-------- MATERIAL PROVIDED
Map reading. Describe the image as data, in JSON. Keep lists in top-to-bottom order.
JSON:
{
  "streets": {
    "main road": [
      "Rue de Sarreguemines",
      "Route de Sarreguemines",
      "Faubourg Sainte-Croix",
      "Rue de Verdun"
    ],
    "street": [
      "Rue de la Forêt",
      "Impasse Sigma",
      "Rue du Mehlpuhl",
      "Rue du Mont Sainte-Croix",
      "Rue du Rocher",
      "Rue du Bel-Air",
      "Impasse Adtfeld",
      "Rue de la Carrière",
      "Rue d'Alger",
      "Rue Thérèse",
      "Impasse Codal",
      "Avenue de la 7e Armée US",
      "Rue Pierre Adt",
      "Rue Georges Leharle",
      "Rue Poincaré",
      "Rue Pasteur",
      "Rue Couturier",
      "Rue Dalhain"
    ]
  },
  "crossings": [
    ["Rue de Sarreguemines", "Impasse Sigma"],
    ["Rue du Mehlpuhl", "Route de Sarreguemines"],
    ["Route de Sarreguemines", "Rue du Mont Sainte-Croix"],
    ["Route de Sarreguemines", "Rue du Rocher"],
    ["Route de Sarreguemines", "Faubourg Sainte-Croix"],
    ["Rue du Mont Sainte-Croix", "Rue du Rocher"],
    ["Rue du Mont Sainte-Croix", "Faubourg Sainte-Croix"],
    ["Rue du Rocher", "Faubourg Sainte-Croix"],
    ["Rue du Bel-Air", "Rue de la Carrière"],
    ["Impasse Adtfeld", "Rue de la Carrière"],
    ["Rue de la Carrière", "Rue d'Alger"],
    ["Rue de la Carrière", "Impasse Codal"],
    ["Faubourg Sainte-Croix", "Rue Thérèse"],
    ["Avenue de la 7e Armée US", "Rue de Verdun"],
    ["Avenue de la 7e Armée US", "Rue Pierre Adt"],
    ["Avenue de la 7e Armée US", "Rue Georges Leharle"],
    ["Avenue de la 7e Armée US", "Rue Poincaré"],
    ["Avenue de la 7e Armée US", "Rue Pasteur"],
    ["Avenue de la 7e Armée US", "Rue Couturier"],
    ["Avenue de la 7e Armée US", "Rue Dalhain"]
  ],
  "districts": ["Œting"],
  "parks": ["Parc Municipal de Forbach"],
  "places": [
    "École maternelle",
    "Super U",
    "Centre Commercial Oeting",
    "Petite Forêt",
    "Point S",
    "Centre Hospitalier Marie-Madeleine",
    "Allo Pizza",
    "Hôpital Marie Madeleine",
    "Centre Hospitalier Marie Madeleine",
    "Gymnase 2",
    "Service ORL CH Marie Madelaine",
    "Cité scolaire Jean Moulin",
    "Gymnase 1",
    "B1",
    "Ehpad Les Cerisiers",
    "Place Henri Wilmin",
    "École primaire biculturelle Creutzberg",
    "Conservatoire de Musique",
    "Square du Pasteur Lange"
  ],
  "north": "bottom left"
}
----------------
◆ TASK INSTRUCTIONS ◆
Nothing in the entries may be left out; each line is to be output exactly.

◆ WRITTEN SOLUTION ◆
Map reading. Describe the image as data, in JSON. Keep lists in top-to-bottom order.
JSON:
{
  "streets": {
    "main road": [
      "Rue de Sarreguemines",
      "Route de Sarreguemines",
      "Faubourg Sainte-Croix",
      "Rue de Verdun"
    ],
    "street": [
      "Rue de la Forêt",
      "Impasse Sigma",
      "Rue du Mehlpuhl",
      "Rue du Mont Sainte-Croix",
      "Rue du Rocher",
      "Rue du Bel-Air",
      "Impasse Adtfeld",
      "Rue de la Carrière",
      "Rue d'Alger",
      "Rue Thérèse",
      "Impasse Codal",
      "Avenue de la 7e Armée US",
      "Rue Pierre Adt",
      "Rue Georges Leharle",
      "Rue Poincaré",
      "Rue Pasteur",
      "Rue Couturier",
      "Rue Dalhain"
    ]
  },
  "crossings": [
    ["Rue de Sarreguemines", "Impasse Sigma"],
    ["Rue du Mehlpuhl", "Route de Sarreguemines"],
    ["Route de Sarreguemines", "Rue du Mont Sainte-Croix"],
    ["Route de Sarreguemines", "Rue du Rocher"],
    ["Route de Sarreguemines", "Faubourg Sainte-Croix"],
    ["Rue du Mont Sainte-Croix", "Rue du Rocher"],
    ["Rue du Mont Sainte-Croix", "Faubourg Sainte-Croix"],
    ["Rue du Rocher", "Faubourg Sainte-Croix"],
    ["Rue du Bel-Air", "Rue de la Carrière"],
    ["Impasse Adtfeld", "Rue de la Carrière"],
    ["Rue de la Carrière", "Rue d'Alger"],
    ["Rue de la Carrière", "Impasse Codal"],
    ["Faubourg Sainte-Croix", "Rue Thérèse"],
    ["Avenue de la 7e Armée US", "Rue de Verdun"],
    ["Avenue de la 7e Armée US", "Rue Pierre Adt"],
    ["Avenue de la 7e Armée US", "Rue Georges Leharle"],
    ["Avenue de la 7e Armée US", "Rue Poincaré"],
    ["Avenue de la 7e Armée US", "Rue Pasteur"],
    ["Avenue de la 7e Armée US", "Rue Couturier"],
    ["Avenue de la 7e Armée US", "Rue Dalhain"]
  ],
  "districts": ["Œting"],
  "parks": ["Parc Municipal de Forbach"],
  "places": [
    "École maternelle",
    "Super U",
    "Centre Commercial Oeting",
    "Petite Forêt",
    "Point S",
    "Centre Hospitalier Marie-Madeleine",
    "Allo Pizza",
    "Hôpital Marie Madeleine",
    "Centre Hospitalier Marie Madeleine",
    "Gymnase 2",
    "Service ORL CH Marie Madelaine",
    "Cité scolaire Jean Moulin",
    "Gymnase 1",
    "B1",
    "Ehpad Les Cerisiers",
    "Place Henri Wilmin",
    "École primaire biculturelle Creutzberg",
    "Conservatoire de Musique",
    "Square du Pasteur Lange"
  ],
  "north": "bottom left"
}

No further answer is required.